Créé en 1938, Spirou occupe une place de choix au panthéon de la bande dessinée belge. Malgré la concurrence féroce de Tintin, le célèbre groom a conquis des générations de lecteurs aux côtés de ses fidèles compagnons (Fantasio, Spip, Seccotine, le comte de Champignac). Forte de 57 albums, la série Spirou et Fantasio a offert de nombreuses aventures inoubliables. Paru en 1989 aux éditions Dupuis, le tome n°41 La Vallée des Bannis figure certainement tout en haut de la pile.
Une aventure passionnante
Suite directe de La Frousse aux Trousses, La Vallée des Bannis plonge Spirou et Fantasio dans l’une de leurs aventures les plus périlleuses. Après avoir chuté dans un ravin, nos héros se réveillent dans une jungle mystérieuse et hostile, où chaque créature, chaque plante semble n’avoir qu’un seul objectif : éliminer l’imprudent voyageur qui ose s’aventurer dans ce territoire interdit.
L’intrigue prend une tournure dramatique lorsque Fantasio se fait piquer par un Furax Volans, un moustique particulièrement venimeux. Sa piqûre inocule un virus qui rend fou furieux la victime et libère toute la rancœur enfouie. Dès lors, Fantasio, habituellement fidèle compagnon de Spirou, devient son pire ennemi, laissant exploser sa frustration d’être toujours relégué au second plan.
Spirou se retrouve seul (avec le fidèle Spip) dans cet environnement hostile, devant non seulement survivre aux dangers de la vallée, mais aussi affronter celui qui fut son meilleur ami. Cette inversion des rôles crée un schéma inédit dans la série, explorant les non-dits d’une amitié que l’on croyait inébranlable.
Des inspirations multiples

La Vallée des Bannis puise dans un riche terreau d’influences littéraires et cinématographiques. L’atmosphère de jungle mystérieuse et dangereuse évoque immédiatement les aventures d’Indiana Jones, avec ses pièges naturels et ses créatures fantastiques. L’univers rappelle également les récits d’Arthur Conan Doyle, particulièrement Le Monde perdu, où des explorateurs découvrent un écosystème préhistorique isolé du reste du monde.
La dimension psychologique de l’histoire, avec la transformation de Fantasio en antagoniste, s’inspire des grands classiques de la littérature d’aventure où les héros doivent affronter leurs propres démons. On peut y déceler des échos de L’Île au trésor de Stevenson ou des romans de Jack London, l’isolement et les conditions extrêmes révélant la vraie nature des personnages.
L’aspect visuel de la vallée, peuplée de créatures hybrides et d’une flore délirante, n’est pas sans rappeler l’univers d’Alice au pays des merveilles, mais dans une version plus sombre et inquiétante, proche de l’esthétique des films d’horreur naturelle des années 80.
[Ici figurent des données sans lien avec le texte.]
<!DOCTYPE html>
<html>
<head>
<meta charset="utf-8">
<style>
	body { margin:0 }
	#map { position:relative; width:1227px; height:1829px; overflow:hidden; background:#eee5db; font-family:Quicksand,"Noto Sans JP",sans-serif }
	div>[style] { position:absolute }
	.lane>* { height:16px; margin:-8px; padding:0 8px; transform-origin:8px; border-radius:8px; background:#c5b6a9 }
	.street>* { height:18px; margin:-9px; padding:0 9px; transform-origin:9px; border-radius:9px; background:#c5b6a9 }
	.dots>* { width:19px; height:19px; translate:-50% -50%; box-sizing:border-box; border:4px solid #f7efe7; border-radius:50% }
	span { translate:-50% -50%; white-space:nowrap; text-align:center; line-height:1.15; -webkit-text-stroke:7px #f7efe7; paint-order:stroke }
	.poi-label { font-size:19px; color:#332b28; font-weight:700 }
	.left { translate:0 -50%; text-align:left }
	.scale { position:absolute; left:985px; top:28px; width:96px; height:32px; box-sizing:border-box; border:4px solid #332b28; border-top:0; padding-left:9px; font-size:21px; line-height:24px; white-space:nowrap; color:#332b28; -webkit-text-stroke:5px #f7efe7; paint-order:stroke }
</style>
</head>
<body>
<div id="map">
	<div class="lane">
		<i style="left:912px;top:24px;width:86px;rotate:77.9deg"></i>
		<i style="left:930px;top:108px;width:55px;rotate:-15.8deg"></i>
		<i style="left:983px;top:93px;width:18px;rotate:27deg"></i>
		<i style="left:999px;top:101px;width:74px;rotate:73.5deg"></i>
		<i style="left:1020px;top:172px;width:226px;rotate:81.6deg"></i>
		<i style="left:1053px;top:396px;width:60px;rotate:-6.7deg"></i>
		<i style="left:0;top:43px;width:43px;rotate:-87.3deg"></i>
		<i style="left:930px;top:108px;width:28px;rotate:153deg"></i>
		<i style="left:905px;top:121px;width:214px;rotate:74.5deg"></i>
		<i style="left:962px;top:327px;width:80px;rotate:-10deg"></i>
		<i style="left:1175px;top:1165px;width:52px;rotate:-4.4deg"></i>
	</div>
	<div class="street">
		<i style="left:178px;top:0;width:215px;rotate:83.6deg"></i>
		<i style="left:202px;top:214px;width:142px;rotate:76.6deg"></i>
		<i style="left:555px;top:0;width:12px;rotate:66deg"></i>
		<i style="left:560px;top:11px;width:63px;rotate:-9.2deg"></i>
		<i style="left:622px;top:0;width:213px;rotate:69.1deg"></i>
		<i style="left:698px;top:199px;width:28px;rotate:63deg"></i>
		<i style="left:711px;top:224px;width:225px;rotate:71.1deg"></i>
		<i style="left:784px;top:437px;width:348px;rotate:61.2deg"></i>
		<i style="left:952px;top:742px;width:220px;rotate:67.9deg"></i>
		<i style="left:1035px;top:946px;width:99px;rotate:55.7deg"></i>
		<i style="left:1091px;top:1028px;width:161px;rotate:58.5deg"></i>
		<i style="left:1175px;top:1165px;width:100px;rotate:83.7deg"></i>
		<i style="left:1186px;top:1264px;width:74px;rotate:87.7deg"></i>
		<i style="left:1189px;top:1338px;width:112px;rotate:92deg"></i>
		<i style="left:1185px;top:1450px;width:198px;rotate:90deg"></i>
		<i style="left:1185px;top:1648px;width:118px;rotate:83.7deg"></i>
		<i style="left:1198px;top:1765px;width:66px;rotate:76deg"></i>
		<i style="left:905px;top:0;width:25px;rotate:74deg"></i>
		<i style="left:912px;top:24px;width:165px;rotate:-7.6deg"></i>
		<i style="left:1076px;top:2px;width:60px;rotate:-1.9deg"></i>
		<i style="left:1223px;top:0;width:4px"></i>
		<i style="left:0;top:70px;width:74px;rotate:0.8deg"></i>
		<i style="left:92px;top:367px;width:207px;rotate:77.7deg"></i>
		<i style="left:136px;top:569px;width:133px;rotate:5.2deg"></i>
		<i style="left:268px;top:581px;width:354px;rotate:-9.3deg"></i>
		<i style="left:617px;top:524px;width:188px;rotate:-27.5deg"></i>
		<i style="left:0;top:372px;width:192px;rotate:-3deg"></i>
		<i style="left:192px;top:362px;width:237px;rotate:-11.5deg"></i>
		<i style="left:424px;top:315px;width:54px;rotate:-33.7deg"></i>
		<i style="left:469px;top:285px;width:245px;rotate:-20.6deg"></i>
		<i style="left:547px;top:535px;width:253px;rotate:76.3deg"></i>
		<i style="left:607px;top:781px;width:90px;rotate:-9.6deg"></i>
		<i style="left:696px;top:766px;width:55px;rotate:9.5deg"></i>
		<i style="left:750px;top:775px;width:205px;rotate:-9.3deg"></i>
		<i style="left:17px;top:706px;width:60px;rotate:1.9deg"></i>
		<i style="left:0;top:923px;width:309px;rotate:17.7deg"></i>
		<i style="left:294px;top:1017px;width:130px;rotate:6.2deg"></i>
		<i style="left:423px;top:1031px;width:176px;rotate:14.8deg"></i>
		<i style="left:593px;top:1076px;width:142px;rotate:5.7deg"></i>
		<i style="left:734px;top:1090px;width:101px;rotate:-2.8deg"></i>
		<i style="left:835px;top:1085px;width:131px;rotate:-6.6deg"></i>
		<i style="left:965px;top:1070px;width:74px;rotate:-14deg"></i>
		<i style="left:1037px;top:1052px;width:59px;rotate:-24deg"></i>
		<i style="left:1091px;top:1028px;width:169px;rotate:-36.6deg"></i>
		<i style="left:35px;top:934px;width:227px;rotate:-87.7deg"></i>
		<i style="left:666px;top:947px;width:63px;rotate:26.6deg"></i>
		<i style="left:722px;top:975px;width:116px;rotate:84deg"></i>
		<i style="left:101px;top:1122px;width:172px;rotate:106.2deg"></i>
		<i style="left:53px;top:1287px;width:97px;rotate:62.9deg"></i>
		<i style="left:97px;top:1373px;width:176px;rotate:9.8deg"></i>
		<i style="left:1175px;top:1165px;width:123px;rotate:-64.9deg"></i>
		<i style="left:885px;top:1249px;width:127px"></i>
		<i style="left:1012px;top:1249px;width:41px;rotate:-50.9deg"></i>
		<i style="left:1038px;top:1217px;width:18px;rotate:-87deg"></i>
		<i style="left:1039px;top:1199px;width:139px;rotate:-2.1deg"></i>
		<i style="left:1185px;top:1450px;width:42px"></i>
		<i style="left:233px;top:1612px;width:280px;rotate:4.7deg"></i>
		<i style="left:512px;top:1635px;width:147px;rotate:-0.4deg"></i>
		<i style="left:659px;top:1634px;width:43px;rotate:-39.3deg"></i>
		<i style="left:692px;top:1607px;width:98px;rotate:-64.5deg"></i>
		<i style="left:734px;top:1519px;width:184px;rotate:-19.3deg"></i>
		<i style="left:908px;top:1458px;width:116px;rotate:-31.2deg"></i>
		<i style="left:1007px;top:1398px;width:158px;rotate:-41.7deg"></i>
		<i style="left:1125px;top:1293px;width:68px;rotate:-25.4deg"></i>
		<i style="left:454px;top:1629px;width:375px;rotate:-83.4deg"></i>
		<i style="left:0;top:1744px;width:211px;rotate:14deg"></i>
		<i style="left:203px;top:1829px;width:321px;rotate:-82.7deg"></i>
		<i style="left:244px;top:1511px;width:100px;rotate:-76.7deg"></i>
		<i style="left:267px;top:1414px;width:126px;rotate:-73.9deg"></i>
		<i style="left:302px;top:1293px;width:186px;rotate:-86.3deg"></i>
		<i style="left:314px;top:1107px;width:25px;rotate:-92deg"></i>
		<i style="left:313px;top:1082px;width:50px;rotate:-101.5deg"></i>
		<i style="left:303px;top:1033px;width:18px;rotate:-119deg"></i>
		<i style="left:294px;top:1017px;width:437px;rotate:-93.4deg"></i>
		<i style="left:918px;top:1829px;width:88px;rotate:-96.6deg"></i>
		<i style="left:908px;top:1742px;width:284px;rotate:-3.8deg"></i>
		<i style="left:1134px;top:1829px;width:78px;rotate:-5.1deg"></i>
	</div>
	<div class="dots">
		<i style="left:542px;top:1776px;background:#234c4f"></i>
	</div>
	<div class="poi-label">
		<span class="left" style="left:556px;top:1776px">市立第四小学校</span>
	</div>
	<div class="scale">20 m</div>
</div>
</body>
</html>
Deux auteurs au sommet de leur art
Philippe Tome et Jean-Richard Geurts, dit Janry, ont repris les rênes de Spirou en 1982. Un défi considérable tant l’héritage était lourd à porter au vu de leurs illustres prédécesseurs (le créateur Franquin, mais aussi Fournier puis Cauvin). Pourtant, le tandem a rapidement trouvé sa voie, insufflant un nouveau souffle à la série avec des albums comme Spirou à New York, Qui arrêtera Cyanure ou Le Réveil du Z.
Avec La Vallée des Bannis, Tome et Janry sont au sommet de leur art. Les dessins de Janry sont d’une précision remarquable. Les décors luxuriants de la vallée témoignent d’une imagination débordante, chaque case regorgent de détails. Le scénario du regretté Tome, quant à lui, est captivant. En osant transformer Fantasio en antagoniste, il explore la psychologie des personnages avec une profondeur inédite. Cette approche marque la transition entre l’univers plus enfantin hérité de Franquin et une vision plus mature voulue par les deux nouveaux auteurs.
La Vallée des Bannis se situe ainsi à la croisée des chemins entre deux époques de la série : elle conserve l’esprit d’aventure et l’humour qui font l’essence de Spirou, tout en introduisant une dimension psychologique et une noirceur qui annoncent des albums plus matures comme Luna Fatale et Machine qui rêve. Ce combo fait de cet album l’un des plus grands Spirou et Fantasio de tous les temps.